November 30, 2014;Washington Post

Darren Wilson, the police officer who shot and killed Michael Brown in Ferguson, Missouri, this past August, has resigned from the police department after a grand jury declined to indict him. Ferguson Mayor James Knowles has said that there will be no severance package. Knowles said on Sunday that the city did not demand Wilson’s resignation, but “as far as the city of Ferguson is concerned, we have now severed ties with Officer Darren Wilson.”

This occurred over the same weekend that the city itself was rocked again by the reaction to the decision, and protests and boycotts of Black Friday took place around the country. The protests in general point not just to this one incident, but to longstanding inequities, so the resignation itself is unlikely to answer local community frustrations.

“It is important for us to talk about issues directly related to the city of Ferguson and what issues we can directly address as a city moving forward to bring our community together,” said the mayor, but he clearly does not expect that the resignation will quiet the persistent calls for justice that extend beyond the killing of this one black youth.

“I think people will continue to express frustration and look for change,” the mayor said. “But I hope people understand that the city of Ferguson has been responsive.

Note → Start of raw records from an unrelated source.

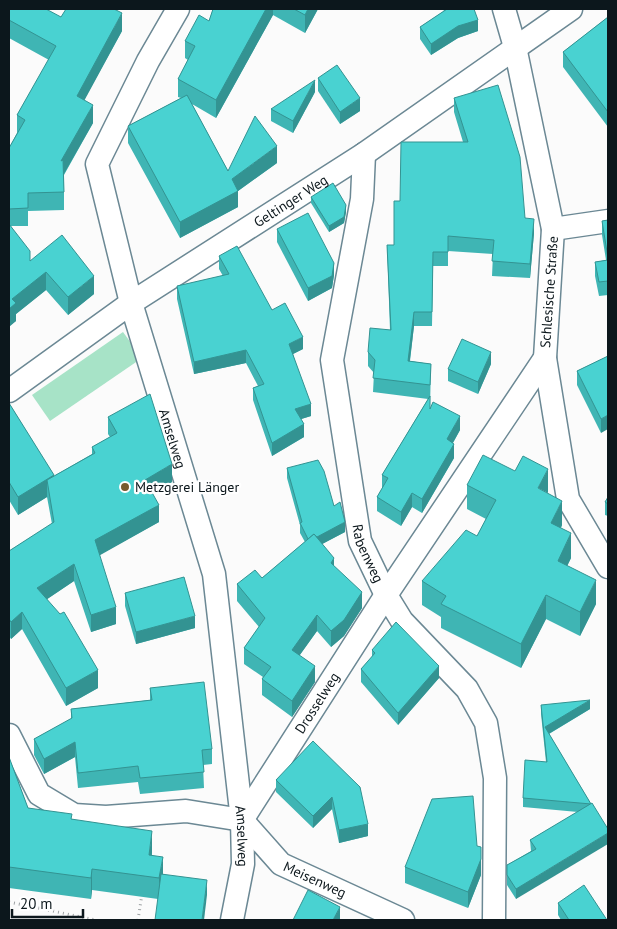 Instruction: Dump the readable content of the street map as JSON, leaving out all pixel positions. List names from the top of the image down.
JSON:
{
  "streets": {
    "street": [
      "Geltinger Weg",
      "Schlesische Straße",
      "Amselweg",
      "Rabenweg",
      "Drosselweg",
      "Meisenweg"
    ]
  },
  "crossings": [
    ["Geltinger Weg", "Schlesische Straße"],
    ["Geltinger Weg", "Amselweg"],
    ["Geltinger Weg", "Rabenweg"],
    ["Schlesische Straße", "Drosselweg"],
    ["Amselweg", "Drosselweg"],
    ["Amselweg", "Meisenweg"],
    ["Rabenweg", "Drosselweg"],
    ["Drosselweg", "Meisenweg"]
  ],
  "places": ["Metzgerei Länger"],
  "scale_bar": "20 m"
}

We hope that will help bring the community of Ferguson together and I hope others will start to recognize that going forward.”

The mayor was speaking in part of a recently convened civilian commission, a plan to engage with youth in the area, and plans to diversify the police force, among other things, but there will be much more to be done to address what has been discussed since the killing as an underlying problem of structural racism.

In his resignation letter, Wilson wrote that his “continued employment may put the residents and police officers of the City of Ferguson at risk, which is a circumstance I cannot allow.” But his lawyer, Neil Bruntrager, went further, telling the Associated Press, “The information we had was that there would be actions targeting the Ferguson (police) department or buildings in Ferguson related to the police department.” No one has confirmed the specifics of what Wilson was told.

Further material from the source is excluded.